Examine each line of the listing below. Copy those in which the string "halo" appears.

****************

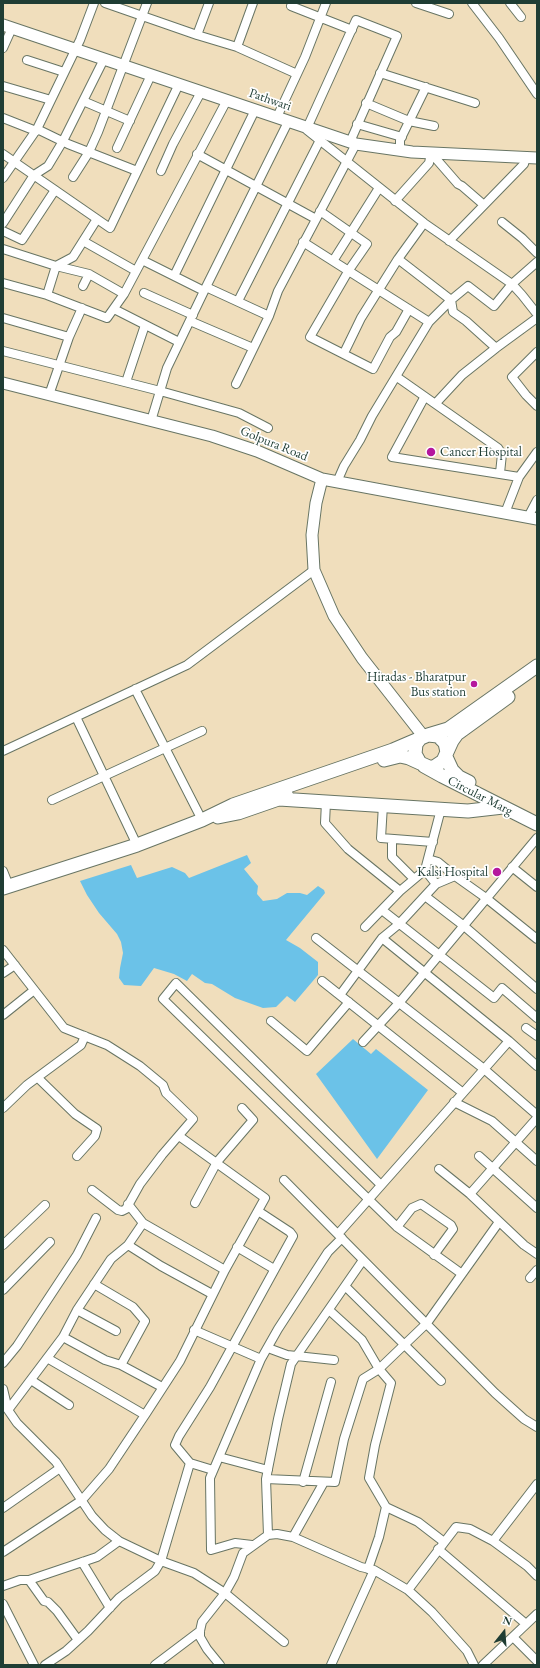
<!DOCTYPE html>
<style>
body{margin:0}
#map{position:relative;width:540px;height:1668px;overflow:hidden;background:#f0debc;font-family:"EB Garamond",serif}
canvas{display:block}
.frame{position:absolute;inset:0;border:4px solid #1f3d34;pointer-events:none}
.north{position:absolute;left:484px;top:1612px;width:40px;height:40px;-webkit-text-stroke:3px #fff;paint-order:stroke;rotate:17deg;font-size:11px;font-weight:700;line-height:16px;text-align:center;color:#1f3d34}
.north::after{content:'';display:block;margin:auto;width:14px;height:18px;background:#1f3d34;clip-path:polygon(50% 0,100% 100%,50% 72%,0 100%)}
</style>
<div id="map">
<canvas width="540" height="1668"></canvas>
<div class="frame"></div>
<div class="north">N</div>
</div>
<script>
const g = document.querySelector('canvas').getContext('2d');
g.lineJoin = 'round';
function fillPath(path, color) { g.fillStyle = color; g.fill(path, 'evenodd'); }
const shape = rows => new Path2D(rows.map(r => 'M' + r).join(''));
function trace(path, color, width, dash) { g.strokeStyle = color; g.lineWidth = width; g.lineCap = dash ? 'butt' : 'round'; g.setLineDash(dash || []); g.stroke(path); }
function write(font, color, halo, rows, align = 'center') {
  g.font = font + ' "EB Garamond",serif'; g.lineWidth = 3.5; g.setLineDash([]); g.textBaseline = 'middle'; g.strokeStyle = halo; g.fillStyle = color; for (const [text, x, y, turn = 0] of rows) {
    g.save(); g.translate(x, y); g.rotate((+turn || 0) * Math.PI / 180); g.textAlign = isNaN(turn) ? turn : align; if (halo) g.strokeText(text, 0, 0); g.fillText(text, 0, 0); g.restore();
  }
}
const water = shape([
 [247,855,251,863,244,869,258,886,257,894,263,901,277,899,287,893,300,893,307,895,318,886,324,890,325,893,286,940,300,948,318,962,318,975,295,1002,287,996,276,1007,263,1008,235,998,212,984,205,983,192,974,187,981,174,974,154,968,141,986,124,985,119,978,120,968,123,953,121,942,117,934,99,913,87,895,80,881,131,865,137,878,172,867,185,873,189,878],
 [353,1039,371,1054,376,1049,428,1090,377,1159,316,1074]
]);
const street = shape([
 [105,3,197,35,237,47,297,74],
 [416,3,449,14],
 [472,3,499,38,537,94],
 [510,3,521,17],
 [291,6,352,30],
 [197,35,209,3],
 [237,47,253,3],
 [3,48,12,28],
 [27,60,64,72],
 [380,73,475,103],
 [3,86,51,100],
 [83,101,130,121],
 [366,103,409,121,434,126],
 [277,117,305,57,326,3],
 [3,118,36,131],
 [357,124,402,137],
 [307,128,356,20,397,36,350,142],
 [37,129,68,144,137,171],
 [307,130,424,223,512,284,522,295,537,314],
 [117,148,151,75],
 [400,151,400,140,426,87],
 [431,153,458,184,462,186,484,205],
 [3,154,110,228,179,84],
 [197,154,316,219],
 [161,171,173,144,201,92],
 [73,177,89,152,98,132,147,3],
 [3,178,37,129,80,40,94,3],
 [395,201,429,163,431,153],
 [320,211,367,244,349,270,310,337,373,369,390,337,396,332,409,309],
 [502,222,522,238,537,253],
 [3,223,34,175,48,166,63,141,104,59],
 [3,231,22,240,55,190],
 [83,241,136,271],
 [449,241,524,164,526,157],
 [303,242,429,322],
 [3,249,56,266,47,295],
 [398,259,451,300,453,312,466,321,496,348],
 [142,260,204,291],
 [333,261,379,188],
 [56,266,73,257,97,219],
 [56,266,89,274],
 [174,276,255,110],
 [3,283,47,295,107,318,124,294,227,100],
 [83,286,89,274,124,294],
 [206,287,269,316],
 [144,293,193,315],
 [238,301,320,140],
 [114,309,179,342],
 [3,318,69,337],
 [190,321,253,348],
 [3,351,160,391,239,413,268,428],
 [537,352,512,377,526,395,537,406],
 [344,353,361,318,398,259,424,223],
 [397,377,498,448,502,454,500,473],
 [126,382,145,325],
 [236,384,269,316,278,291,356,144],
 [49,395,69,337,82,308],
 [424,398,392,457,519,477,505,513],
 [436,403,462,375,496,348,537,318],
 [151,421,167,368,206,287,288,122],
 [519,477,537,452],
 [337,482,344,466,360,440,372,416,429,322,451,300,468,286,494,306,512,284,537,262],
 [528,517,537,500],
 [135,689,202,820],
 [76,717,137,845],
 [3,751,187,665,314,570],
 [52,800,202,731],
 [326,802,325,823,348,849,400,891],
 [383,805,381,838,433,842],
 [392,839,392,857,414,879],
 [428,859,438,862,455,876,486,898,537,939],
 [512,867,537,887],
 [425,870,436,884],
 [3,871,9,886],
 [425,896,464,926,537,989],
 [382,910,494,998,502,988,537,1018],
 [365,927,400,891,425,870,441,809],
 [316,938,484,1069,537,1115],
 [382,938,509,1041,537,1066],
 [3,950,64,1028,107,1045,140,1066,163,1085,166,1093,193,1119,162,1155,140,1184,126,1209,122,1211,118,1210,92,1190],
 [3,973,15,965],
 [322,981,463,1093],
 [340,995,382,938,399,924,436,884,455,876],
 [3,1015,33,991],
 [271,1021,307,1051,349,1002],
 [526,1028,537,1036],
 [363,1042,399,1003,537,838],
 [38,1078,75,1114,97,1129,95,1136,77,1156],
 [454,1102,492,1121,537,1161],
 [3,1108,27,1085,81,1045,85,1036],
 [479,1156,537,1208],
 [439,1169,470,1194,524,1245,537,1254],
 [284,1180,495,1393,524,1419,537,1427],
 [381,1185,176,983,163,999,397,1227,462,1274],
 [470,1194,537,1118],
 [195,1203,217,1162,253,1120,242,1108],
 [128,1204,143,1223,225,1270,265,1198,179,1136],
 [397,1227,412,1208,421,1204,451,1225,453,1229,434,1255],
 [338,1234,509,1041],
 [3,1245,45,1205],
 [128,1245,161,1266,212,1294],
 [237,1247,274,1269],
 [530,1278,537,1270],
 [94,1284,133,1307,145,1321,121,1365],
 [345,1286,441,1381],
 [3,1290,50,1242],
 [77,1310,116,1331],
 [329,1310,362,1340,379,1369,391,1383,375,1445,369,1478,386,1507,379,1537,368,1569],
 [194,1330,261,1359],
 [63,1337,105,1360,121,1365,162,1387],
 [268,1348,287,1355,334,1360],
 [47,1358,145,1415,180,1361,225,1270],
 [3,1363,17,1346,77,1255,96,1218],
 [31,1380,69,1405],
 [3,1389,8,1410,17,1423,56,1462,92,1516,105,1530,119,1541,161,1561,194,1573,225,1593,284,1642],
 [8,1410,63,1337,77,1310,111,1259,128,1245,143,1223],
 [219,1457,268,1470],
 [213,1470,190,1463,175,1445,179,1436,210,1387,293,1236,290,1232,258,1211],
 [266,1479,335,1482,344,1439,363,1379,379,1369,427,1323,499,1222],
 [303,1482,331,1382],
 [386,1507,418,1522,444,1542],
 [3,1508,60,1468],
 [268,1535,266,1479,278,1419,291,1364,363,1260],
 [293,1537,324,1482],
 [493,1541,537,1484],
 [252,1545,235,1543,211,1550,210,1478,261,1359,278,1329,328,1252,342,1238],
 [438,1549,526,1624],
 [3,1552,82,1500,109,1469,145,1415],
 [82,1562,110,1608],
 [29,1580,44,1601,48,1602,57,1611,78,1640],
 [3,1586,20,1580,29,1580,97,1557,119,1541],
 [408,1590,456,1527,470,1529,493,1541,527,1566,537,1576],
 [3,1604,34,1665],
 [513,1637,537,1661],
 [45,1665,66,1651,88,1631,119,1598,155,1571,161,1561,190,1463],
 [155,1665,200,1631],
 [220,1665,207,1649,200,1637,200,1631,202,1622,225,1593,234,1577,243,1553,268,1535,277,1534,293,1537,361,1567,374,1570,408,1590,432,1612,467,1651,474,1665],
 [331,1665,374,1570],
 [483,1665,537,1614]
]);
const secondary = shape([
 [3,25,356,144,412,152,537,158],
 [3,383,212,436,257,451,322,479,537,519],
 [322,479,316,503,312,535,314,570,334,616,362,658,424,737]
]);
const primary = shape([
 [428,735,448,729,537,666],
 [447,752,452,741,457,734,508,697],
 [446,757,452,770,459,777,469,782],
 [384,760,400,756,409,758,420,763],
 [424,766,442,776,537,824],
 [279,799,468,811,503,807],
 [218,817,238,813,287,796],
 [3,888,137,845,202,820,233,805,393,750,428,735,438,736,445,743,447,752,443,761,434,767,429,767,420,763,415,754,416,744,419,740]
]);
const markers = [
 [431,452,5,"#b5179e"],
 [474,684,4,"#b5179e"],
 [497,872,5,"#b5179e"]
];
const streetNames = [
 ["Pathwari",270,100,19],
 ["Golpura Road",274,444,22],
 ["Circular Marg",480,796,27]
];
const poiNames = [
 ["Cancer Hospital",440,452,"left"],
 ["Hiradas - Bharatpur",466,677],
 ["Bus station",466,692],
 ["Kalsi Hospital",488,872]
];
fillPath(water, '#6bc2e8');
trace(street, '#687564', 10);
trace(secondary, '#687564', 13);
trace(primary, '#687564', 15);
trace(street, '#fff', 8);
trace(secondary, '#fff', 11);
trace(primary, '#fff', 13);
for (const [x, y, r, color] of markers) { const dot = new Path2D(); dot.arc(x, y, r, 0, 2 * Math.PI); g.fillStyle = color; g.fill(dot); trace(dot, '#fff', 1.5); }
write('13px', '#1f3d34', '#fff', streetNames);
write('13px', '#1f3d34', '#fff', poiNames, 'right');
</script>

****************

● SOLUTION TO THIS EXERCISE
function write(font, color, halo, rows, align = 'center') {
  g.font = font + ' "EB Garamond",serif'; g.lineWidth = 3.5; g.setLineDash([]); g.textBaseline = 'middle'; g.strokeStyle = halo; g.fillStyle = color; for (const [text, x, y, turn = 0] of rows) {
    g.save(); g.translate(x, y); g.rotate((+turn || 0) * Math.PI / 180); g.textAlign = isNaN(turn) ? turn : align; if (halo) g.strokeText(text, 0, 0); g.fillText(text, 0, 0); g.restore();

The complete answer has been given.